CLICK TO WATCH THE VIDEO
TRANSCRIPT
A new documentary film is tracing Detroit's history from the steeples of its churches.
In tonight's In-Depth Report, Church Militant's Kristine Christlieb brings us a sneak peek of the film and its glowing tribute to Detroit's spiritual heritage.
Documentary filmmaker and long-time Detroit resident Keith Famie admits he hasn't spent much time in Detroit's churches, but he told the Detroit Catholic they "reminded him of the sacredness and impact places of faith can have in people's lives."
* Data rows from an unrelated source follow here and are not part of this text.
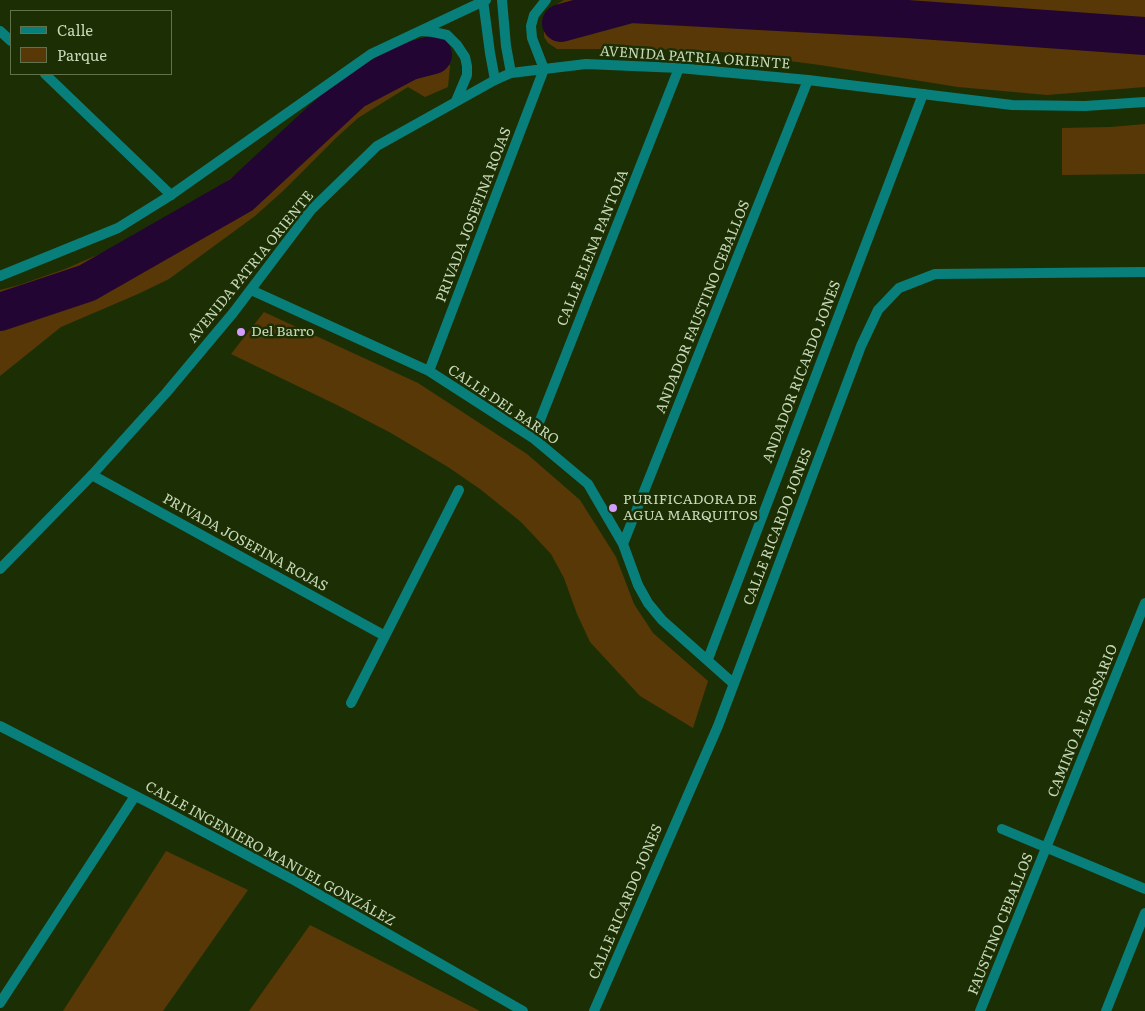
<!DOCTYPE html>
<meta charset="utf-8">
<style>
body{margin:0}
#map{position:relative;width:1145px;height:1011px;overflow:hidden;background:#1c2f04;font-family:Literata,serif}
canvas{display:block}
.legend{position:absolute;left:10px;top:10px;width:162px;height:65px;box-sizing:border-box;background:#1c2f04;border:1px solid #61734d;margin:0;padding:6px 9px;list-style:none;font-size:15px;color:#c8d8ba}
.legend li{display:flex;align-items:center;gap:10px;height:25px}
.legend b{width:25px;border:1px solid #61734d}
</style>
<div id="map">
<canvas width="1145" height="1011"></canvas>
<ul class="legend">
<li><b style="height:6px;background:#087f7b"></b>Calle</li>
<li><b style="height:14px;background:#593807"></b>Parque</li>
</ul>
</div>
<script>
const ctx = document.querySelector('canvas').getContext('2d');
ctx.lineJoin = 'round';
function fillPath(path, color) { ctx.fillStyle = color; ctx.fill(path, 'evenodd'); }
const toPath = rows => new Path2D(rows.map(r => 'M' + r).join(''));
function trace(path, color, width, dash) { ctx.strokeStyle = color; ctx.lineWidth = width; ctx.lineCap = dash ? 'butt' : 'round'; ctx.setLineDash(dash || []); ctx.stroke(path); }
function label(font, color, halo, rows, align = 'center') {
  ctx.font = font + ' Literata,serif'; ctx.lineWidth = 5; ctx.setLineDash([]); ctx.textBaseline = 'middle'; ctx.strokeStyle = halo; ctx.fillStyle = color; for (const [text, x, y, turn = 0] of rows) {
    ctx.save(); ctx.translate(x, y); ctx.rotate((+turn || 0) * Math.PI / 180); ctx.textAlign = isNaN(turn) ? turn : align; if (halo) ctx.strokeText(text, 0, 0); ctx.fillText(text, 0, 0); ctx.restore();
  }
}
fillPath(toPath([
 [564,0,1145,0,1145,87,1047,95,958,87,820,65,721,52,658,49,557,49,548,43,544,37,544,21,554,6],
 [433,48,442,50,450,66,448,87,425,97,408,87,358,118,336,138,283,191,255,216,169,279,138,294,61,327,0,376,0,290,19,285,65,269,118,246,166,221,226,182,284,135,341,92,404,59],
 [1145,124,1145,174,1062,175,1062,128,1111,127],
 [264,312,418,383,527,454,580,500,616,557,634,604,653,633,708,681,693,728,640,696,590,642,577,614,564,578,551,554,521,522,480,489,448,467,391,433,337,405,231,354],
 [166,851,248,890,163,1011,63,1011],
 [310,925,480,1011,249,1011]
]), '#593807');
trace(toPath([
 [561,23,631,4,907,19,1145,36],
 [0,312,87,283,241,195,353,91,410,61,433,55]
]), '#220532', 38);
trace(toPath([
 [483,0,490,53,495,80],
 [502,0,506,46,511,73],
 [0,31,11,41],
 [45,74,171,195],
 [251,290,429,371,533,438,588,484,623,544,638,585,648,603,662,620,734,684],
 [429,371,544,69],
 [533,438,679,68],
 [92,475,385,636],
 [623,544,808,80],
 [708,659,923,94],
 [351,703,459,490],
 [0,726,161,809,292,879,523,1011],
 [1002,829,1145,889],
 [0,1003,135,796],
 [594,1011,718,726,861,346,878,310,899,288,935,274,1145,272],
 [980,1011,1145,603],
 [1106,1011,1145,913]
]), '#087f7b', 10);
trace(toPath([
 [421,31,433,32,447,35,457,45,465,57,467,66,467,75,456,101],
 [544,69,532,38,531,26,534,15,546,0],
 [0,276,118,228,171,195,371,54,486,0],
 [0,569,92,475,166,393,233,313,311,210,377,146,495,80,511,73,586,64,679,68,808,80,1012,105,1085,106,1145,102]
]), '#087f7b', 10);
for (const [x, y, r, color] of [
 [241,332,5,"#d49cfb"],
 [613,508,5,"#d49cfb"]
]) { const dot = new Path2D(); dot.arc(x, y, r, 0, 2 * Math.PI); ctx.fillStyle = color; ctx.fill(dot); trace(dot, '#1c2f04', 2); }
label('14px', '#c8d8ba', '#1c2f04', [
 ["AVENIDA PATRIA ORIENTE",695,58,4],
 ["PRIVADA JOSEFINA ROJAS",474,215,-69],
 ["CALLE ELENA PANTOJA",593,248,-68],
 ["AVENIDA PATRIA ORIENTE",251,267,-51],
 ["ANDADOR FAUSTINO CEBALLOS",703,307,-68],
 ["ANDADOR RICARDO JONES",802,372,-69],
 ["CALLE DEL BARRO",503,405,34],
 ["CALLE RICARDO JONES",778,527,-69],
 ["PRIVADA JOSEFINA ROJAS",245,543,29],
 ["CAMINO A EL ROSARIO",1083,721,-68],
 ["CALLE INGENIERO MANUEL GONZÁLEZ",270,854,29],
 ["CALLE RICARDO JONES",626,902,-67],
 ["FAUSTINO CEBALLOS",1001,924,-68]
]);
label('14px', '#c8d8ba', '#1c2f04', [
 ["Del Barro",251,332],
 ["PURIFICADORA DE",623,500],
 ["AGUA MARQUITOS",623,516]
], 'left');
</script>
There are lots of those reminders in Detroit, where there are more churches per square mile than in any other city in America. And the first one was Catholic.
Detroit: The City of Churches begins with Ste. Anne's parish.
Msgr. Charles Kosanke: "Over a hundred years, Ste. Anne's congregation was the only congregation in the city of Detroit."
Overall, the film's rosy depiction of the city's church history ignores the area's infamous and very obvious decline.
Period newsreel: "The bishop was the Most Rev. John Dearden. And the city was Detroit."
When John Dearden was named the city's new archbishop in 1958, the city was at the height of its influence.
It was the fifth-largest city in America and one of the wealthiest metropolitan areas in the world.
Dearden left for Rome and returned from Vatican II in 1965 on a mission to change the Church.
Jay McNally, Catholic journalist: "When Dearden came back from Vatican II, he basically cleaned house. He just fired virtually everybody and put the radical revolutionaries in, like Tom Gumbleton."
Priest by priest, parish by parish, school by school, Dearden dismantled Detroit's Catholic heritage.
McNally:
There was a big effort to somehow address the issue of racism, and Dearden said, "Oh my God! Our schools are bastions of racism. Some of our schools ... Hamtramck, for example — all over the city of Detroit — some of these schools are 100%, 99% White. That can only be because they're racist."
As Dearden razed Catholic Detroit, social and political decline followed — making Detroit an unrecognizable shadow of its former glory.
And the deliberate downsizing continues.
Archbishop Allen Vigneron plans to consolidate the 216 remaining parishes into 51.
Detroit Catholics of a certain age are heartbroken and angry. The glory days are still within their memories, and films that ignore what has happened to Detroit's churches only make the pain worse.
Detroit isn't the only city where parish consolidation is being promoted. The strategy is being adopted in dioceses across the country.